• **TRY IT**
The output should be all entries, each matching the original exactly.

• **DATA IN THIS EXERCISE**
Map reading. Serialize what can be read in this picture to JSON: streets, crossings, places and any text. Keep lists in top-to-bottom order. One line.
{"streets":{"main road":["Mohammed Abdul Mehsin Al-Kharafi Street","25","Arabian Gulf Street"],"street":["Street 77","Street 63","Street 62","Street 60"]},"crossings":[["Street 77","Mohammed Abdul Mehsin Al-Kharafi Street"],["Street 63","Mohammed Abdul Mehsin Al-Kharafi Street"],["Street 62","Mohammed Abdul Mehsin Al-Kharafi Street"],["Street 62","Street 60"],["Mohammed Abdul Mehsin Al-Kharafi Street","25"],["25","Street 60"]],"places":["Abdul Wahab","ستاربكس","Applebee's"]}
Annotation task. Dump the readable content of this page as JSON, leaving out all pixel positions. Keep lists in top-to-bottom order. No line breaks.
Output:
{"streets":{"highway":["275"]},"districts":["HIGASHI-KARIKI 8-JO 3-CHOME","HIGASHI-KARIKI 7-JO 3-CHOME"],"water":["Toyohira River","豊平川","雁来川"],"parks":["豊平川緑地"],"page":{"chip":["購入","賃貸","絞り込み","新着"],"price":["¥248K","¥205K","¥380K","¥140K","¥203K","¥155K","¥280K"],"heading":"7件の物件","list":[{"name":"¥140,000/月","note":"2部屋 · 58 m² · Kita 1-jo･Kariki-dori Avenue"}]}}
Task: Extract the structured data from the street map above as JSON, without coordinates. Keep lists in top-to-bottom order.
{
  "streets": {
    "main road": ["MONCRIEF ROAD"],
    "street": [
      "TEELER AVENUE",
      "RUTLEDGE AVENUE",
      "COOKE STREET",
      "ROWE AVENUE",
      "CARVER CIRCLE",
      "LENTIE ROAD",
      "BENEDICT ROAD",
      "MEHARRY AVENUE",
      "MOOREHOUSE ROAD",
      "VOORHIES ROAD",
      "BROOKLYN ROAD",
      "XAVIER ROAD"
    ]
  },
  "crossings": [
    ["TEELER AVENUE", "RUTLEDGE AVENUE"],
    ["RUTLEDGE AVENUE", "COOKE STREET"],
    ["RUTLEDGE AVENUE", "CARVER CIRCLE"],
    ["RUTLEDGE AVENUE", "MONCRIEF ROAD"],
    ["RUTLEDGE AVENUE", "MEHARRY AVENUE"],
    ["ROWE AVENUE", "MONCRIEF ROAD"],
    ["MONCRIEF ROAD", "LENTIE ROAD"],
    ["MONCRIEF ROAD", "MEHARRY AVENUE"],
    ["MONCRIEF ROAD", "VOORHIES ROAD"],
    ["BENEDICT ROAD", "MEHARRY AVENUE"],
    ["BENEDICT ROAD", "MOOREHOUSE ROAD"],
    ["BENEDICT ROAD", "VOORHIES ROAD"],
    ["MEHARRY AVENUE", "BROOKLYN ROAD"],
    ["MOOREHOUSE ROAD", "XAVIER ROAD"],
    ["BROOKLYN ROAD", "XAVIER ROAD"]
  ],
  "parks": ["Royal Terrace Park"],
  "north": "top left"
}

• **ANSWER TO THIS PROBLEM**
Map reading. Serialize what can be read in this picture to JSON: streets, crossings, places and any text. Keep lists in top-to-bottom order. One line.
{"streets":{"main road":["Mohammed Abdul Mehsin Al-Kharafi Street","25","Arabian Gulf Street"],"street":["Street 77","Street 63","Street 62","Street 60"]},"crossings":[["Street 77","Mohammed Abdul Mehsin Al-Kharafi Street"],["Street 63","Mohammed Abdul Mehsin Al-Kharafi Street"],["Street 62","Mohammed Abdul Mehsin Al-Kharafi Street"],["Street 62","Street 60"],["Mohammed Abdul Mehsin Al-Kharafi Street","25"],["25","Street 60"]],"places":["Abdul Wahab","ستاربكس","Applebee's"]}
Annotation task. Dump the readable content of this page as JSON, leaving out all pixel positions. Keep lists in top-to-bottom order. No line breaks.
Output:
{"streets":{"highway":["275"]},"districts":["HIGASHI-KARIKI 8-JO 3-CHOME","HIGASHI-KARIKI 7-JO 3-CHOME"],"water":["Toyohira River","豊平川","雁来川"],"parks":["豊平川緑地"],"page":{"chip":["購入","賃貸","絞り込み","新着"],"price":["¥248K","¥205K","¥380K","¥140K","¥203K","¥155K","¥280K"],"heading":"7件の物件","list":[{"name":"¥140,000/月","note":"2部屋 · 58 m² · Kita 1-jo･Kariki-dori Avenue"}]}}
Task: Extract the structured data from the street map above as JSON, without coordinates. Keep lists in top-to-bottom order.
{
  "streets": {
    "main road": ["MONCRIEF ROAD"],
    "street": [
      "TEELER AVENUE",
      "RUTLEDGE AVENUE",
      "COOKE STREET",
      "ROWE AVENUE",
      "CARVER CIRCLE",
      "LENTIE ROAD",
      "BENEDICT ROAD",
      "MEHARRY AVENUE",
      "MOOREHOUSE ROAD",
      "VOORHIES ROAD",
      "BROOKLYN ROAD",
      "XAVIER ROAD"
    ]
  },
  "crossings": [
    ["TEELER AVENUE", "RUTLEDGE AVENUE"],
    ["RUTLEDGE AVENUE", "COOKE STREET"],
    ["RUTLEDGE AVENUE", "CARVER CIRCLE"],
    ["RUTLEDGE AVENUE", "MONCRIEF ROAD"],
    ["RUTLEDGE AVENUE", "MEHARRY AVENUE"],
    ["ROWE AVENUE", "MONCRIEF ROAD"],
    ["MONCRIEF ROAD", "LENTIE ROAD"],
    ["MONCRIEF ROAD", "MEHARRY AVENUE"],
    ["MONCRIEF ROAD", "VOORHIES ROAD"],
    ["BENEDICT ROAD", "MEHARRY AVENUE"],
    ["BENEDICT ROAD", "MOOREHOUSE ROAD"],
    ["BENEDICT ROAD", "VOORHIES ROAD"],
    ["MEHARRY AVENUE", "BROOKLYN ROAD"],
    ["MOOREHOUSE ROAD", "XAVIER ROAD"],
    ["BROOKLYN ROAD", "XAVIER ROAD"]
  ],
  "parks": ["Royal Terrace Park"],
  "north": "top left"
}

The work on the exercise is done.